Capital is the knowledge of how to use assets to produce products sold in markets. Payments for products include sunk costs or capital and marginal costs or operating costs. The seller of products gets paid for the use of the Capital and keeps its value for later use. With Public Capital, the Capital in the price of goods transfers to the buyer for future use. This is possible because knowledge or know-how gets more valuable the more it is used. The failure of the economic system to consistently share the increase in wealth created with knowledge is at the heart of many social and environmental problems.
1. Lower Distribution Costs
Public Capital transfers occur as part of a regular payment. Private Capital has a different market that costs much more to operate than a small addition to payments.
2. Capital Movement
Private Capital moves between entities in blocks. The buyer typically borrows most of the purchase price for a house and has to have a minimum deposit.

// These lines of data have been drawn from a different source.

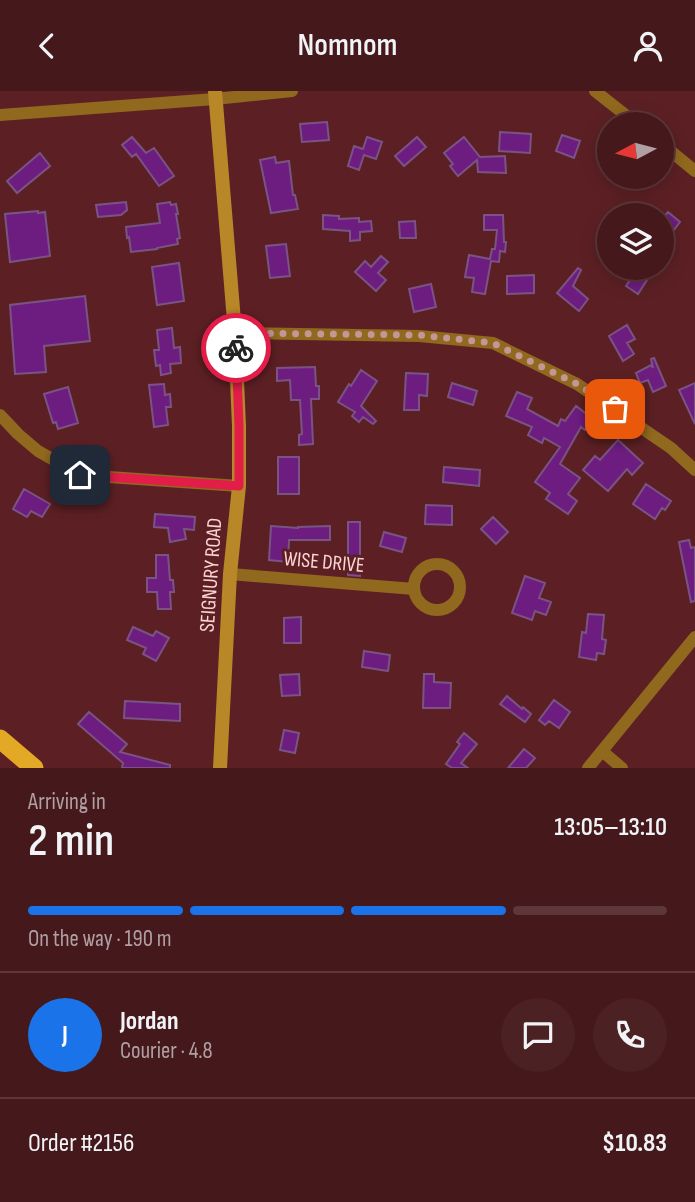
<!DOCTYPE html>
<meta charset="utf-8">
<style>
body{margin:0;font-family:"Sofia Sans Condensed",sans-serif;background:#4c2124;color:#f1f3f6;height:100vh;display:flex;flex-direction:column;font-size:26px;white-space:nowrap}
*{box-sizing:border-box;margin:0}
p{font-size:23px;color:#b0a0a3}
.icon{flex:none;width:38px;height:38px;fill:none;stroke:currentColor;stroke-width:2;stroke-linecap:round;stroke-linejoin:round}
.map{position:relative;height:677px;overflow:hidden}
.side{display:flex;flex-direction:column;background:#45181b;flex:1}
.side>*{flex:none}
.needle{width:46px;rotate:263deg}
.fabs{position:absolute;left:597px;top:21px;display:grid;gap:14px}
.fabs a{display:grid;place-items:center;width:77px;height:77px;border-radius:50%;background:#45181b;box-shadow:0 4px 18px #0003,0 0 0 2px #5d373a;font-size:35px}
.pin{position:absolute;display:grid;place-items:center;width:60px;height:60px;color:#fff;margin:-30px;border-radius:14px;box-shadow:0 4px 10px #0006}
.courier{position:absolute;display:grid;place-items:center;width:70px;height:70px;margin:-35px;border:5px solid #e11d48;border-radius:50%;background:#fff;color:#222;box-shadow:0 2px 9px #0007}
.head em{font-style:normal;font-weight:600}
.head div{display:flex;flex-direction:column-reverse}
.head{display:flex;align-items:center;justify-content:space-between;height:119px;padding:0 28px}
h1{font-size:46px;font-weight:600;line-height:52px}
.bar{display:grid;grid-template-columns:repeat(4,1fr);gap:10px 7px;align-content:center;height:84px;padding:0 28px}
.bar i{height:9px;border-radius:5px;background:#5d373a}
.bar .selected{background:#1a73e8}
.bar p{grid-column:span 4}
.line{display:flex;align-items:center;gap:18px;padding:0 28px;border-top:2px solid #5d373a}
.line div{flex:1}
.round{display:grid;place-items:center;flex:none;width:74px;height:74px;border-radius:37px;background:#4c2124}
header{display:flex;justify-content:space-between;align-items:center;height:91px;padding:0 28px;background:#45181b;font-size:32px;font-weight:600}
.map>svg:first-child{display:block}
</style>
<header><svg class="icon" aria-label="back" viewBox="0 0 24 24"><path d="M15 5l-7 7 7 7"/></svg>Nomnom<svg class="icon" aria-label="person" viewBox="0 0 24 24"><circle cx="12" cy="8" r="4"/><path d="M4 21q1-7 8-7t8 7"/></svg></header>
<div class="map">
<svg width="695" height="677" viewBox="0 0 695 677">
<rect width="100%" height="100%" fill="#5c2024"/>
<path fill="#6d1d7f" stroke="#7a5384" stroke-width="2" d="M 327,31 L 329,49 L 302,51 L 300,33 Z
M 500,41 L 531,43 L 530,62 L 499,60 Z
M 562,44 L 580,50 L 574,67 L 556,60 Z
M 132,46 L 146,62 L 154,57 L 174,85 L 159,95 L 136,63 L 132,66 L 122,54 Z
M 367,46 L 382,51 L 376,68 L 364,64 L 359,79 L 348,75 L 354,55 L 363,58 Z
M 417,46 L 426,56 L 404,75 L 395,65 Z
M 464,46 L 480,66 L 505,65 L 506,82 L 478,81 L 477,69 L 458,85 L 450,75 L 453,73 L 444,62 Z
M 40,62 L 50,75 L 17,102 L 7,90 Z
M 275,66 L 276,72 L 289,70 L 293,104 L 295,104 L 298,118 L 271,122 L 260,69 Z
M 126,111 L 127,119 L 121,124 L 98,126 L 96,114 Z
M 170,111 L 171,114 L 176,113 L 178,123 L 176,123 L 180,147 L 177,148 L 178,153 L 157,157 L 157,158 L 131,161 L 129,146 L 127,147 L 126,136 L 160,132 L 157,113 Z
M 38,120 L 38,122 L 45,121 L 50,165 L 10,171 L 5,123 Z
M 668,121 L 680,131 L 670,144 L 662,137 L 662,128 Z
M 323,124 L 339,125 L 339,128 L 359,127 L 359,131 L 371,130 L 372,140 L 360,141 L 360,149 L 350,150 L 350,140 L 323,138 Z
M 484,124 L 503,124 L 504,151 L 506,151 L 505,161 L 500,160 L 499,171 L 491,170 L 485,203 L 472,201 L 474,187 L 465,186 L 469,164 L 490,168 L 492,158 L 495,158 L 497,139 L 484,139 Z
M 415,130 L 416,147 L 400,147 L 399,131 Z
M 286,153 L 290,185 L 270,187 L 266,155 Z
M 381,165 L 388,171 L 378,182 L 386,189 L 376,200 L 355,181 L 365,170 L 371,176 Z
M 179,172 L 184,210 L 157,214 L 152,176 Z
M 578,177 L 581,179 L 573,195 L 588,208 L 579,220 L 557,202 Z
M 638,177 L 649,177 L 642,186 L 647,189 L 638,203 L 626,195 Z
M 534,184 L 534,202 L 507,203 L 507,185 Z
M 431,193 L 436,216 L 414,221 L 409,198 Z
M 85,205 L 90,250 L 44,255 L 46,281 L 15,283 L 10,214 Z
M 627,234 L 635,248 L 627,252 L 634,263 L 623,270 L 609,245 Z
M 172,237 L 174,257 L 180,256 L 181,272 L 170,273 L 171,282 L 161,284 L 160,274 L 156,275 L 154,259 L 159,259 L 157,239 Z
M 654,267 L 666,295 L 653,301 L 648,289 L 640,292 L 636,282 L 651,274 L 653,277 L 651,268 Z
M 315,276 L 316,295 L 319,295 L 319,308 L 311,308 L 313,353 L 299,354 L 299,344 L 302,343 L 300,309 L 291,309 L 290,289 L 277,290 L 277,277 Z
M 361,279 L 377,290 L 361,315 L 376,330 L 373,333 L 363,326 L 359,331 L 352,325 L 355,321 L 338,311 L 349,293 L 351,295 Z
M 406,282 L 428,283 L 427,305 L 419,304 L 419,319 L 404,319 Z
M 452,292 L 477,300 L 473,314 L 448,306 Z
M 695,292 L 695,333 L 679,299 Z
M 164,293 L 165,304 L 170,303 L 171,316 L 166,316 L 168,334 L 154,336 L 149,294 Z
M 68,296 L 78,332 L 58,338 L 56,331 L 53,332 L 44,303 Z
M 517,301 L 532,307 L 527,318 L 558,335 L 561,328 L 565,330 L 576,315 L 593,328 L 585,339 L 581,336 L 560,373 L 580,387 L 568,403 L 577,410 L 568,423 L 546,408 L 550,402 L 535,391 L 560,356 L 544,347 L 542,352 L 528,344 L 532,336 L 506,325 Z
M 618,349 L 643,372 L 632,384 L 627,378 L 608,400 L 583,379 L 595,365 L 600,369 Z
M 278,366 L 299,366 L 299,403 L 278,403 Z
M 444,376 L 480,379 L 479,395 L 443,391 Z
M 646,393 L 671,410 L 665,419 L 662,417 L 655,428 L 633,413 Z
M 24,398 L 50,413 L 42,426 L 31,420 L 27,426 L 13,418 Z
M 426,414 L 452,415 L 452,434 L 425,433 Z
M 155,423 L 195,426 L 194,439 L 184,438 L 186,448 L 170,451 L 168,437 L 154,436 Z
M 493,426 L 508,441 L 496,453 L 481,438 Z
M 348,431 L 360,431 L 360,485 L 348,484 Z
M 271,435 L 298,437 L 298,436 L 330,435 L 330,449 L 289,449 L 288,471 L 269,469 Z
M 384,441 L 406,447 L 402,461 L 380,455 Z
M 689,449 L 691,457 L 695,456 L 695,510 L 691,511 L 679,451 Z
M 156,464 L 168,464 L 170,489 L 173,489 L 174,501 L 170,501 L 171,518 L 158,518 L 157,501 L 147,501 L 147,487 L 156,487 Z
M 525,485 L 545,492 L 539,507 L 551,511 L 546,524 L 535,520 L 532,529 L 512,522 Z
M 588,523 L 604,524 L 602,548 L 606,549 L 604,563 L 597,562 L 596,569 L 579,566 L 582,541 L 586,542 Z
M 301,526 L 301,552 L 284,552 L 284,527 Z
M 133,536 L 153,545 L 156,540 L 169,547 L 156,570 L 143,563 L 146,557 L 127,549 Z
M 364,560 L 390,564 L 388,580 L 362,576 Z
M 299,583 L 300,604 L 282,605 L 280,584 Z
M 424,583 L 434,583 L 434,591 L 451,592 L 450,617 L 423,617 Z
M 507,605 L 522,618 L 523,616 L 531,623 L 525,631 L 500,613 Z
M 554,609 L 570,621 L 559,637 L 549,630 L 545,634 L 539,629 Z
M 125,610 L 180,613 L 180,630 L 124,627 Z
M 89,621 L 127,653 L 120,661 L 170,674 L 170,677 L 122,677 L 123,672 L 78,633 Z
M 284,639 L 299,642 L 295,662 L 280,659 Z
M 464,642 L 477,653 L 461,672 L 468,677 L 452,677 L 446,673 L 460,653 L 457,651 Z
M 524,658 L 535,667 L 526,677 L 508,677 Z"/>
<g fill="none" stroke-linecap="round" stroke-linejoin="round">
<path stroke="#90691e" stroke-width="12" d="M 595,0 L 637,33
M 0,24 L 215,8 L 292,0
M 662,53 L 695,80
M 235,242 L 419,245 L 493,252 L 577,293 L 671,357 L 695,379
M 0,324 L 18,343 L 38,360 L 80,384 L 239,395
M414 496a23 23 0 1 1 46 0a23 23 0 1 1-46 0Z
M 230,483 L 414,498
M 602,660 L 622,677
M 588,677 L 695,546"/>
<path stroke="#b88727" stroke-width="14" d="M 215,0 L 235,242 L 239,335 L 239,395 L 230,483 L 220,677"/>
<path stroke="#e4a827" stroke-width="19" d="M 0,648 L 34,677"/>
</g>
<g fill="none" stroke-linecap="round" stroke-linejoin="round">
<path stroke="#c49696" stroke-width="7" stroke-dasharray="0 12.6" d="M 236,257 L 235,242 L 419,244 L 493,252 L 577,293 L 615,318"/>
<path stroke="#e11d48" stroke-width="9" d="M 80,384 L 239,395 L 239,335 L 236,257"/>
</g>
<g text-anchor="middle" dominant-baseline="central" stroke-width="6" stroke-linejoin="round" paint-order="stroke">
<g font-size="21" fill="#fcd5d4" stroke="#5c2024">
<text transform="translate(324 471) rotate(5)">WISE DRIVE</text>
<text transform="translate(211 484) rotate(-86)">SEIGNURY ROAD</text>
</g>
</g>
</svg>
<div class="fabs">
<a><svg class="needle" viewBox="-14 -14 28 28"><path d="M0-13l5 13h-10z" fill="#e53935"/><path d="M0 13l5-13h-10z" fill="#b0a0a3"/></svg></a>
<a><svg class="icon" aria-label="layers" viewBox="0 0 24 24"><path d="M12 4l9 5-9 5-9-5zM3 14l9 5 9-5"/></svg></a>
</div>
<div class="pin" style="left:615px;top:318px;background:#ea580c"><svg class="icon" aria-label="bag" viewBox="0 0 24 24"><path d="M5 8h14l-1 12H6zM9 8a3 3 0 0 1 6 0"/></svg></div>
<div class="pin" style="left:80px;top:384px;background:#1f2937"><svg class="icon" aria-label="home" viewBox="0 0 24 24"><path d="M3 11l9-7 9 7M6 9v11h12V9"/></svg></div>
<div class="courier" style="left:236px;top:257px"><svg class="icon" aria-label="bike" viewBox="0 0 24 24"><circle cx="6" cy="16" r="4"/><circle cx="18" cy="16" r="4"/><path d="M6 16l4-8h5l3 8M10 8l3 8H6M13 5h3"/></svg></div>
</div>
<section class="side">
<div class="head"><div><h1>2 min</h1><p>Arriving in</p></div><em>13:05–13:10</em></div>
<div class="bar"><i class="selected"></i><i class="selected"></i><i class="selected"></i><i></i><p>On the way · 190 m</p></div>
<div class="line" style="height:126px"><b class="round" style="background:#1a73e8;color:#fff">J</b><div><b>Jordan</b><p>Courier · 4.8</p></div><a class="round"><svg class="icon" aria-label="chat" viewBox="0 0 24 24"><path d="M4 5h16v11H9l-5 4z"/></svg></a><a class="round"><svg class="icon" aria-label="phone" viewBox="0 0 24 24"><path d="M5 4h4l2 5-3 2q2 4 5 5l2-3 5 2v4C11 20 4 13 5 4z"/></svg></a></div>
<div class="line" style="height:91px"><div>Order #2156</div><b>$10.83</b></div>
</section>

With Public Capital, the buyer receives Capital each time they make a purchase. It means the Capital from borrowing is available to another borrower.
3. Direct Voice
The community that uses Public Capital own it collectively. Individuals within the community take custody and have individual responsibility, and benefit from the assets they control. It gives the benefits of ownership without the burdens of ownership and leads to lower costs.
4. Invest to Save Money
Public Capital moves from investors to consumers, and consumers are often interested in reducing costs rather than generating income through price inflation. Getting the same goods for less money is one definition of economic efficiency and leads to reduced demand on finite resources and a circular economy.
Paying for Knowledge
The price of all goods and services includes a Capital component. Paying for it does not transfer knowledge, but it can transfer the right to obtain future output at a lower price. Public Capital allows such a transfer and makes for fairer trading. It spreads the value created from knowledge through a community and leaves no one behind.
Reasons to Change
Public Capital outcompetes Private Capital as it reduces the cost of goods and services with a large capital component. There are some situations where Private Capital has advantages, but most communities will benefit from introducing Public Capital, for investment in everyday goods and services.
The change removes the need for most Capital Markets along with their costs and opportunities for market participants to game the system. The cost of changing from Private to Public Capital is small and is a Capital expense and recoverable.
The change makes possible many economic, political and social reform ideas. It fits within Sloane and Snower’s “Rethinking the Theoretical Foundation of Economics”. It allows local communities to take responsibility for their Capital without banding together in closed groups. It drives the economy towards a doughnut economy, making the environment part of the economic system.
Finally, it helps communities become democratic with neighbourhood consensus with goods and services cheaper for all.